→ ACTION ITEM
Scan the material below, then work out how many of its lines contain the word "hidden"; reply with that number only.

→ MATERIAL SUPPLIED
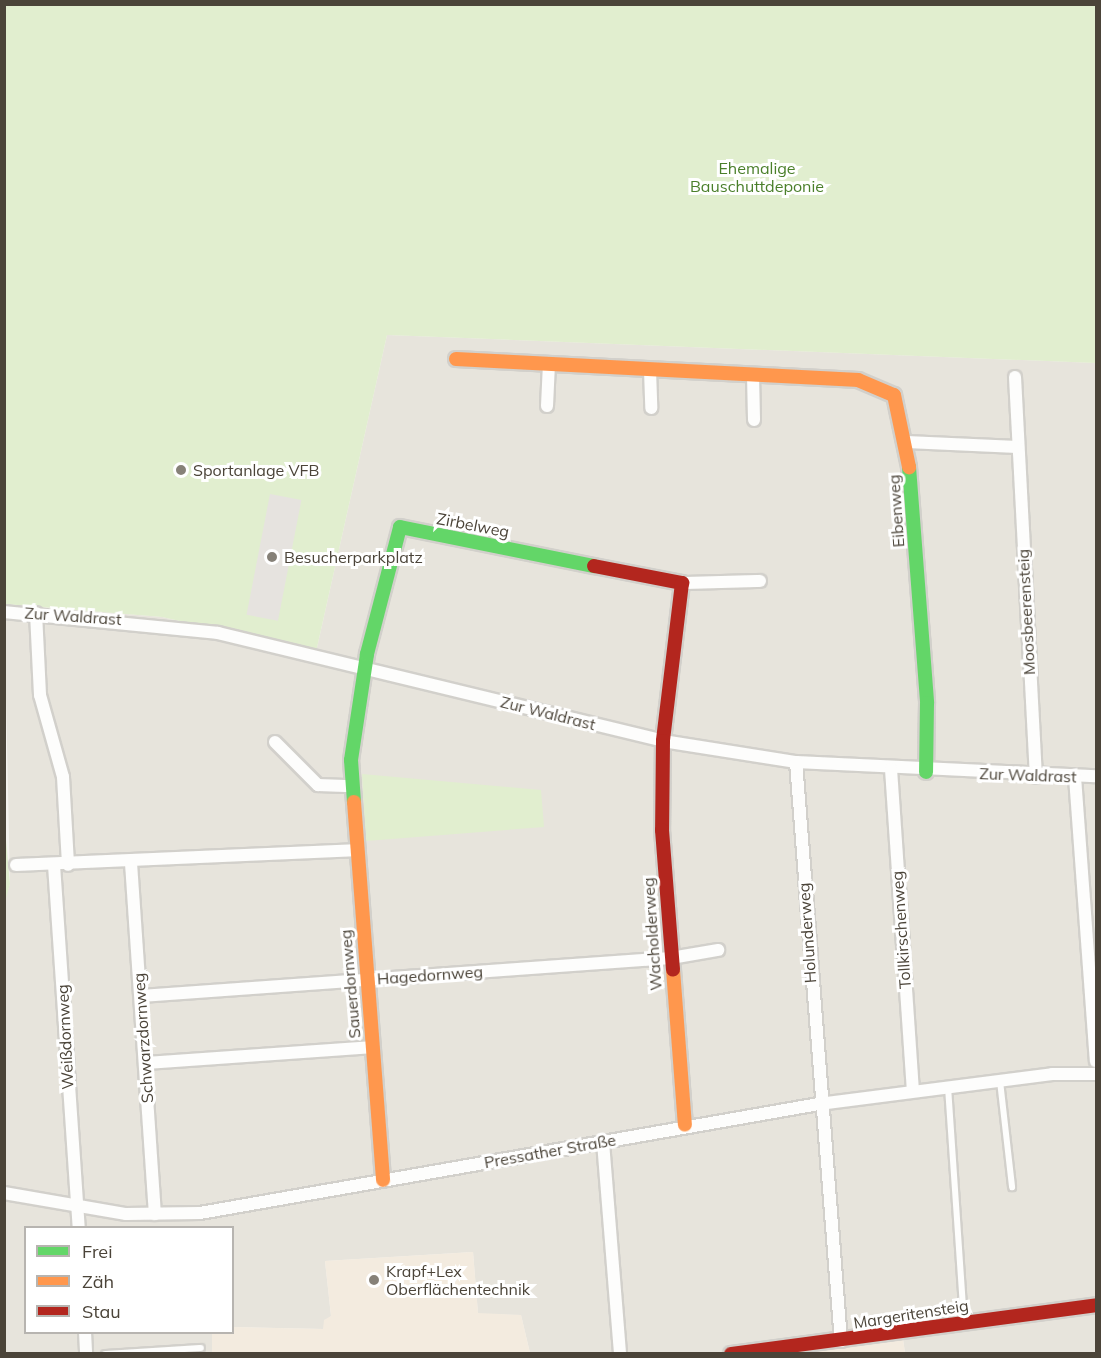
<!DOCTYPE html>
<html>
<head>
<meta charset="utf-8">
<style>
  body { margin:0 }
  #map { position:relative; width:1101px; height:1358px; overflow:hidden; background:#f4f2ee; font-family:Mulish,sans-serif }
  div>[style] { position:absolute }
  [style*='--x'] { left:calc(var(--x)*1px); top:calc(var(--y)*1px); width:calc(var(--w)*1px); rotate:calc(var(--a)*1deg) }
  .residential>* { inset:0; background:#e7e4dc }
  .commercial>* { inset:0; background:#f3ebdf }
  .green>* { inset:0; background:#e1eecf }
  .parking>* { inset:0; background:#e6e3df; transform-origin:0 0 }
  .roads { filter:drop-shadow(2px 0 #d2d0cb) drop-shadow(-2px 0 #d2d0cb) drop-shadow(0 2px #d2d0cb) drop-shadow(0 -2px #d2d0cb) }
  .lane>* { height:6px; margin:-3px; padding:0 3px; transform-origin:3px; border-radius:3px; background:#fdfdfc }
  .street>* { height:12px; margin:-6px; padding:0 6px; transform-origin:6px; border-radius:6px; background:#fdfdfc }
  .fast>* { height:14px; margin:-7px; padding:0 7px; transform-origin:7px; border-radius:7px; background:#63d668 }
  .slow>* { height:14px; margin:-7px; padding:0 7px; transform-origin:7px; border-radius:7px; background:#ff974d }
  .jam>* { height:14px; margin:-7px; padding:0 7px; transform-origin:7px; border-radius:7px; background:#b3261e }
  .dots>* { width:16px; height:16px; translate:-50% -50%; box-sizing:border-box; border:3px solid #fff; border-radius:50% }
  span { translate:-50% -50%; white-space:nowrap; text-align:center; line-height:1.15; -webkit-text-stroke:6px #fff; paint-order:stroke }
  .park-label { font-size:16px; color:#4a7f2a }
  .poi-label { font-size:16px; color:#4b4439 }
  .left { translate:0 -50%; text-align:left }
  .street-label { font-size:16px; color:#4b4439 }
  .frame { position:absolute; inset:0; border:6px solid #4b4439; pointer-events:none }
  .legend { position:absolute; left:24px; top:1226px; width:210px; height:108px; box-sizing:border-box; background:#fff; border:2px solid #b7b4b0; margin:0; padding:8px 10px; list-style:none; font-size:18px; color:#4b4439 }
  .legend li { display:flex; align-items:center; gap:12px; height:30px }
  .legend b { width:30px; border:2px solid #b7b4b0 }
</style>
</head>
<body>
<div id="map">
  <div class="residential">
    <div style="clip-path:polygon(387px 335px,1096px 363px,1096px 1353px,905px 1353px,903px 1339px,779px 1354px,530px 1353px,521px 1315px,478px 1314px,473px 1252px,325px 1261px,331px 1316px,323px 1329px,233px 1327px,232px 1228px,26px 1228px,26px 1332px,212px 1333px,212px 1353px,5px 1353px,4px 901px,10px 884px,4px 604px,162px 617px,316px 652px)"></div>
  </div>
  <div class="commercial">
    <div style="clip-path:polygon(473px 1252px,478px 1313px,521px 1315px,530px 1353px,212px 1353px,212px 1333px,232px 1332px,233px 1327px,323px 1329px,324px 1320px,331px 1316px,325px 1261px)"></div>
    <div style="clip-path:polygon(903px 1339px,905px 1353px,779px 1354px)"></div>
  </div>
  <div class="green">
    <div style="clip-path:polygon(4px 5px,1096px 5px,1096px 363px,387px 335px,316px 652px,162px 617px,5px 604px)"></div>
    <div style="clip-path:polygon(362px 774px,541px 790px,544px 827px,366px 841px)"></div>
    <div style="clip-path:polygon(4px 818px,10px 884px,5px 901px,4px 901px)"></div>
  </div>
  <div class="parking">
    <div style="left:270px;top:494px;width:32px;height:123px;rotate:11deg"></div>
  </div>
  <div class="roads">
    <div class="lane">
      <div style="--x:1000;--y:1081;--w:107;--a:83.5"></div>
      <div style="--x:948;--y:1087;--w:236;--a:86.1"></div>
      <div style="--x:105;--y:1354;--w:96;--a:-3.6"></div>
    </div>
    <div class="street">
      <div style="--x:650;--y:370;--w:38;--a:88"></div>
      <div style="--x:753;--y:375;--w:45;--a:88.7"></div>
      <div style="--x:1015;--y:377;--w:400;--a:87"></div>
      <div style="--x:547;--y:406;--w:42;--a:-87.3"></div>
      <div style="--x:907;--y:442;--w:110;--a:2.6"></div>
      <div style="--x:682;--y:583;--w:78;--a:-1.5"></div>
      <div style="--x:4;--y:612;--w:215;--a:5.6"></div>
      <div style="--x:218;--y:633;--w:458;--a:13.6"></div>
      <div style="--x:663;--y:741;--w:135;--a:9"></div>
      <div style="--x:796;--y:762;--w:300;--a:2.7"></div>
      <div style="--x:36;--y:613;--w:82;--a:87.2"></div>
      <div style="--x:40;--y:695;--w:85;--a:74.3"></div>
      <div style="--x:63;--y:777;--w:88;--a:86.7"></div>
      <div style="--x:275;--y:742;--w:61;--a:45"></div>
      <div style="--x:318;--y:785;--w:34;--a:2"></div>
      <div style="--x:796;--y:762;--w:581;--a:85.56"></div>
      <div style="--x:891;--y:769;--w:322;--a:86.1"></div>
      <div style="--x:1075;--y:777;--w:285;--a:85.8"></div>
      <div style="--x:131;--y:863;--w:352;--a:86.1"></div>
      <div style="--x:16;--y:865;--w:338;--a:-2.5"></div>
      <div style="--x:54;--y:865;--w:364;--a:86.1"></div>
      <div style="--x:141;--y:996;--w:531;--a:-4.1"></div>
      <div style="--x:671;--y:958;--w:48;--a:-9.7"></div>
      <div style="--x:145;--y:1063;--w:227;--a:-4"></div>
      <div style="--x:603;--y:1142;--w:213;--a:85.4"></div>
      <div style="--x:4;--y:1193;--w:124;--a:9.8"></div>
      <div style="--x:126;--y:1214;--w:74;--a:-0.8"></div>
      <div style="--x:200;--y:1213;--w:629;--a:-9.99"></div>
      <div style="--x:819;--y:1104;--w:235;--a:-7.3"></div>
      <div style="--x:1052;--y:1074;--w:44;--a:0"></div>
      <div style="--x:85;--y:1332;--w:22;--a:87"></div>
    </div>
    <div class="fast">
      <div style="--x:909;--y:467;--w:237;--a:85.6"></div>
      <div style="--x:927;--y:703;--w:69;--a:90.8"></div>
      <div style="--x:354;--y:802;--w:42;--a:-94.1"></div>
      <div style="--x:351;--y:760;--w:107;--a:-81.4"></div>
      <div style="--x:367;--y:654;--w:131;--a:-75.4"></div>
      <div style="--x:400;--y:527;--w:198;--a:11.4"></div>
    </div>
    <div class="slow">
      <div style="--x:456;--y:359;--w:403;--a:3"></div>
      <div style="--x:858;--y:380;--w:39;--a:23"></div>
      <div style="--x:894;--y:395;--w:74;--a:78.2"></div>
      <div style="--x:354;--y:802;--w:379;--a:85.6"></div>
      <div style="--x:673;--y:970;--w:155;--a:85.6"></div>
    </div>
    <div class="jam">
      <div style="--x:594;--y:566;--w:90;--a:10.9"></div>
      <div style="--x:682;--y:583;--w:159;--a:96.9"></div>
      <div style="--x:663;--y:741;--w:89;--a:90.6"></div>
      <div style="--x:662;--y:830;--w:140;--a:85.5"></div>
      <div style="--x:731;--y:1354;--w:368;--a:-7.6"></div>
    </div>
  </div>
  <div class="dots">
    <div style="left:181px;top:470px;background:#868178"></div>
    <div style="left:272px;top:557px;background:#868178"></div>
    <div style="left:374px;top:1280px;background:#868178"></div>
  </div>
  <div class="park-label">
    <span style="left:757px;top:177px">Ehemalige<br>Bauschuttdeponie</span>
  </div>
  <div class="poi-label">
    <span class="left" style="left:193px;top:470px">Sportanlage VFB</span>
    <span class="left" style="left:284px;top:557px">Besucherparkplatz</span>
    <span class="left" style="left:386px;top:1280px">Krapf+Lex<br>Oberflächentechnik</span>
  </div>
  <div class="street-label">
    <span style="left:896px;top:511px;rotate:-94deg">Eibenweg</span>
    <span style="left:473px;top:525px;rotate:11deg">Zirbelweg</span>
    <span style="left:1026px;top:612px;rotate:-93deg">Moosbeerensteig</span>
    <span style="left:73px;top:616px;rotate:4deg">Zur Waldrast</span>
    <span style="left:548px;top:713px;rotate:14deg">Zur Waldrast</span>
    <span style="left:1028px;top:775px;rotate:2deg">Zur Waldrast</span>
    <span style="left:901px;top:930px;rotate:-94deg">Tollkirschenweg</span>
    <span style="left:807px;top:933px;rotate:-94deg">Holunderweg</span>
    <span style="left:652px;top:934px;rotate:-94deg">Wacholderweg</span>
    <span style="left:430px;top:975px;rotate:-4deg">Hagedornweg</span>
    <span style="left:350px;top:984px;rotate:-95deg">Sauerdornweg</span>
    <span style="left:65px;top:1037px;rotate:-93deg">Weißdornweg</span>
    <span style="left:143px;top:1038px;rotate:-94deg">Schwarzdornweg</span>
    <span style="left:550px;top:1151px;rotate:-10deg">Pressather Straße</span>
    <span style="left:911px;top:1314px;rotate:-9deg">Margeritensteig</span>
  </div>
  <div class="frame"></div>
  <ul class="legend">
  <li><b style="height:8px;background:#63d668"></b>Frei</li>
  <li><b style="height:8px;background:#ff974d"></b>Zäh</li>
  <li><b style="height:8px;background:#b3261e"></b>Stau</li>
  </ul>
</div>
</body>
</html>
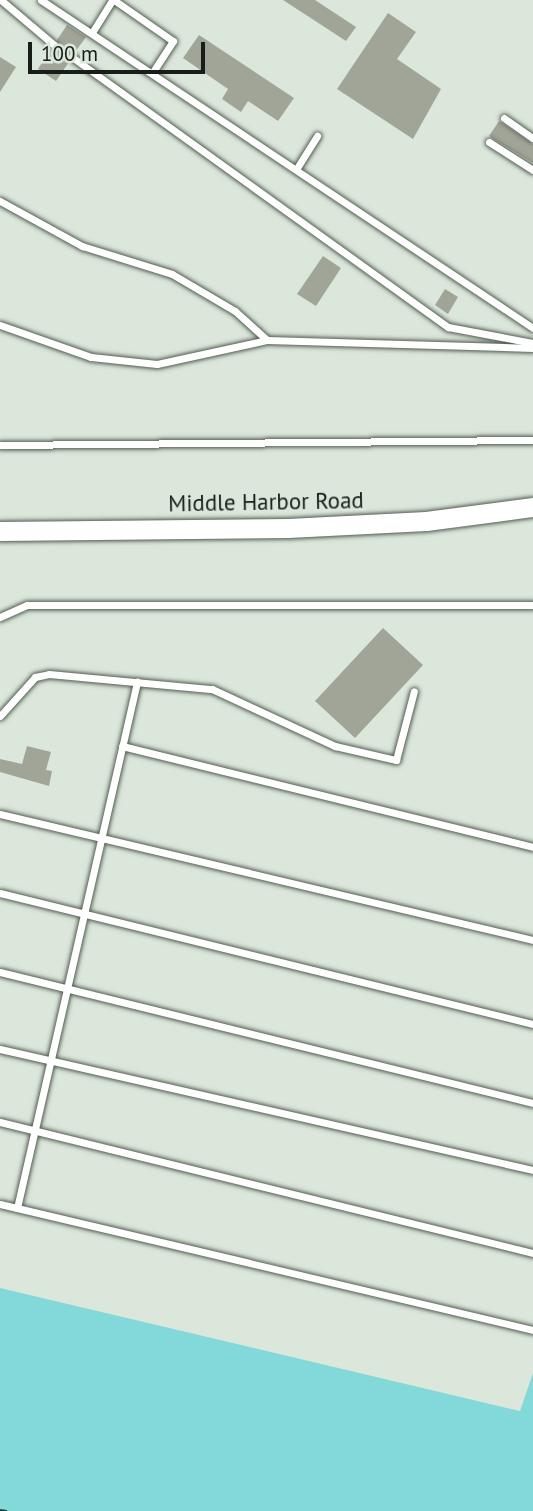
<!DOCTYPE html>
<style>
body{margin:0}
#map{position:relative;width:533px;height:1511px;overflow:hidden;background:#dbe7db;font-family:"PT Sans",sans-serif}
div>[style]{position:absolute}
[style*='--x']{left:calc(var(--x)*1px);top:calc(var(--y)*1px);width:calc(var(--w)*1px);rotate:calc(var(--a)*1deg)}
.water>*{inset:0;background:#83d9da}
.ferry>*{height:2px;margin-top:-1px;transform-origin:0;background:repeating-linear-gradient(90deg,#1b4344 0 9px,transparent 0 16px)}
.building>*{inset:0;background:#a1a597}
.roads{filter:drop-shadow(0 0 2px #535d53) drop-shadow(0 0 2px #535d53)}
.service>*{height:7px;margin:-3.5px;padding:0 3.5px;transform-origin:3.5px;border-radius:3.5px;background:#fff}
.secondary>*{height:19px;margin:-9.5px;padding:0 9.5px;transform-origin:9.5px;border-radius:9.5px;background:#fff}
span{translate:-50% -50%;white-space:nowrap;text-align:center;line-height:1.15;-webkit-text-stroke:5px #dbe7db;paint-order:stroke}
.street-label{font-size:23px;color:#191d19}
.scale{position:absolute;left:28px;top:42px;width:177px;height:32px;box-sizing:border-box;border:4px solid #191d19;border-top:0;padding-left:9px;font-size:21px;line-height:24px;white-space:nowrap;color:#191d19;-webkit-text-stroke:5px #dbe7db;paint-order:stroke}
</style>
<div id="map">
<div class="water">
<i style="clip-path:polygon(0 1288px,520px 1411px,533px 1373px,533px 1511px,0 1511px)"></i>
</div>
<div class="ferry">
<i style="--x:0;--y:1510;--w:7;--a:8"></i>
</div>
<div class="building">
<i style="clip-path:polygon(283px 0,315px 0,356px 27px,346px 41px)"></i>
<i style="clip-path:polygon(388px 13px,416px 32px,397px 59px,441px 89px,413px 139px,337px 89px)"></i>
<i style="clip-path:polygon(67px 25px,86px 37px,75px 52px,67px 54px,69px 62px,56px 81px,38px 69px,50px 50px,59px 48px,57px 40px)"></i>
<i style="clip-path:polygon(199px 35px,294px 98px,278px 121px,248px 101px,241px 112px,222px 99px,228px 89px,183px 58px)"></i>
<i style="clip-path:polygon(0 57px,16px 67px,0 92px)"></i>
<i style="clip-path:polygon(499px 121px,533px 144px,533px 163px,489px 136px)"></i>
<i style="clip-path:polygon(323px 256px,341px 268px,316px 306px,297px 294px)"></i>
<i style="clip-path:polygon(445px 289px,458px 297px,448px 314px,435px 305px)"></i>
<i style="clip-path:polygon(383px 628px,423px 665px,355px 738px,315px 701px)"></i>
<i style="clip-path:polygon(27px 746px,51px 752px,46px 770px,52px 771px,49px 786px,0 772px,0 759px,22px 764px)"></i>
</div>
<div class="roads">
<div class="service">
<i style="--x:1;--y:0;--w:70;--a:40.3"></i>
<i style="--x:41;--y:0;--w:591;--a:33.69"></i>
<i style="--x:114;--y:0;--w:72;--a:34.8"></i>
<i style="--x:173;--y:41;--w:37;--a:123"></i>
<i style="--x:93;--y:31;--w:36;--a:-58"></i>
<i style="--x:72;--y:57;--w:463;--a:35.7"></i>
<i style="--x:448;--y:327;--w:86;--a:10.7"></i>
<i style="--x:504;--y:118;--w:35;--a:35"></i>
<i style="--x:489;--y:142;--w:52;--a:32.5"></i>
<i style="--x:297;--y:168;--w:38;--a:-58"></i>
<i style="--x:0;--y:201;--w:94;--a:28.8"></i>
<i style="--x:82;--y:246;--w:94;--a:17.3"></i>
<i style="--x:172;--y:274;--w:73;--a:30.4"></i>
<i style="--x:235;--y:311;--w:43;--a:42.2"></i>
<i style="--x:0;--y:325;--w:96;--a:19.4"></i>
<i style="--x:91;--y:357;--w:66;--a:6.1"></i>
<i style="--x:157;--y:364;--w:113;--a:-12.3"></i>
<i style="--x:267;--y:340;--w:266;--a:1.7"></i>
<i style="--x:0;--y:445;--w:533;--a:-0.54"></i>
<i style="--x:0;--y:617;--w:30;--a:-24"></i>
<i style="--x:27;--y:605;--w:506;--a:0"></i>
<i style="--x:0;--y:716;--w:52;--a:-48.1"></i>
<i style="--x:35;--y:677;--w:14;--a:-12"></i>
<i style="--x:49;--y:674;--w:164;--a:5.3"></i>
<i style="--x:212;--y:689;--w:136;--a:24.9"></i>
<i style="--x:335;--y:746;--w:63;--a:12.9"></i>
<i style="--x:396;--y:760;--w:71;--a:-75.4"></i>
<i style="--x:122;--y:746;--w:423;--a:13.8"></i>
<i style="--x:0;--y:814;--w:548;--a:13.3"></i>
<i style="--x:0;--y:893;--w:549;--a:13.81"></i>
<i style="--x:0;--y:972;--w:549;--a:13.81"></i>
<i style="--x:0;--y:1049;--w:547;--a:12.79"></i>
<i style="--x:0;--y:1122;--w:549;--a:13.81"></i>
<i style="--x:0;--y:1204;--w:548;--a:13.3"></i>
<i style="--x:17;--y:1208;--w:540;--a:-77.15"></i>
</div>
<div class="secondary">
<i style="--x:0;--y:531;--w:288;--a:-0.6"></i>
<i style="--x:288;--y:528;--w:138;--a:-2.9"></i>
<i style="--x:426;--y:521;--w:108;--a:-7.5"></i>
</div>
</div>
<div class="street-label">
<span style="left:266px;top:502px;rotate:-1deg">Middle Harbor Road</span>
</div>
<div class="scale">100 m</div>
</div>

→ RESPONSE TO THE TASK
2